Let $f(x,y)$ be defined and has continuous first and second partials on a domain $D$. Also, let

$$A = \frac{\partial^2 f}{\partial x^2} \\ B = \frac{\partial^2{f}}{\partial x \partial y} \\ C = \frac{\partial^2 f}{\partial y ^2}$$

Let say, at a critical point of $f(x,y)$, $$A = -1 \\ B = 0 \\ C = -1$$ So the second directional derivative in the direction of a unit vector $u$ can be written as a quadratic form,

$$\nabla_u\nabla_u f = u^T Q u \\ Q = \begin{bmatrix}-1 & 0 \\ 0 & -1\end{bmatrix}$$ $B^2 - AC = 0 - 1 < 0$ and $A + C = -1 -1 = -2 < 0$ So we know, that $f(x,y)$ must have a relative maximum at that critical point. But can someone tell me how to conclude this based on the eigenvalues of the quadratic forms?
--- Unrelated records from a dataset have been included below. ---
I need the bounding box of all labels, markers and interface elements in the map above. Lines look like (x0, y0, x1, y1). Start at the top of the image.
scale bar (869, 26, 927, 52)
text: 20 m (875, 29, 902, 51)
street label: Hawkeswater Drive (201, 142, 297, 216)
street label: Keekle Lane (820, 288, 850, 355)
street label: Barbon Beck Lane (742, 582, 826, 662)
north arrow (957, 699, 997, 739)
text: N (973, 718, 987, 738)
Because normally, if the quadratic form has 2 distinct eigenvalues of the same sign say (positive), i can say that the second directional derivative has positive minimum and will be positive for all $u$, but for this case, the eigenvalues are repeated and hence the second directional derivative will have only 1 extremum point (which i dont know whether is a maximum or minimum). So how to come to a conclusion that f(x,y) has a relative maximum based on the repeated eigenvalues which has value $-1$?

Answer 1

When $(x_0,y_0)$ is your critical point then from the given data we can conclude that $$f(x_0+X,y_0+Y)=f(x_0,y_0)-{1\over2}(X^2+Y^2)+o(|{\bf Z}|^2)\qquad\bigl({\bf Z}:=(X,Y)\to{\bf 0}\bigr)\ .$$ It follows that $$f(x_0+X,y_0+Y)-f(x_0,y_0)=-{1\over2}|{\bf Z}|^2\bigl(1+o(1)\bigr)<0$$ as soon as $|{\bf Z}|$ is sufficiently small. Therefore we have a strict local maximum at $(x_0,y_0)$.

Answer 2

The results about optimization of $f(x,y)$ rest on the multivariate Taylor formula: $$ f(x,y) = f(a,b)+(\nabla f)(a,b) \cdot \langle x-a,y-b \rangle+ Q(a,b)(x-a,y-b) + \cdots $$ Here the quadratic term $Q(a,b)$ has the explicit form: $$ Q(a,b)(h,k) = \tfrac{1}{2}\bigl(f_{xx}(a,b)h^2+2f_{xy}hk+ f_{yy}k^2\bigr) $$ where you can think $h=x-a$ and $k=y-b$. A critical point is where the gradient either does not exist or vanishes. Some authors call the existent case a stationary point. A stationary point $(a,b)$ has $(\nabla f)(a,b) = \langle 0,0 \rangle$. Furthermore, the multivariate Taylor expansion at a stationary point has the form: $$ f(x,y) = f(a,b)+ Q(a,b)(x-a,y-b) + \cdots $$ If $||\langle x-a,y-b \rangle || <<1$ (suppose we are close to the stationary point) then terms of higher order than $Q$ are usually dominated by the values of $Q$. The only exception is if $Q$ admits and eigenvalue $0$. In that case, there is some direction $v$ in which $Q(a,b)(v)=0$ and along that direction the third order and higher terms can lead to a min, max, saddle or trough (locally a cylinder).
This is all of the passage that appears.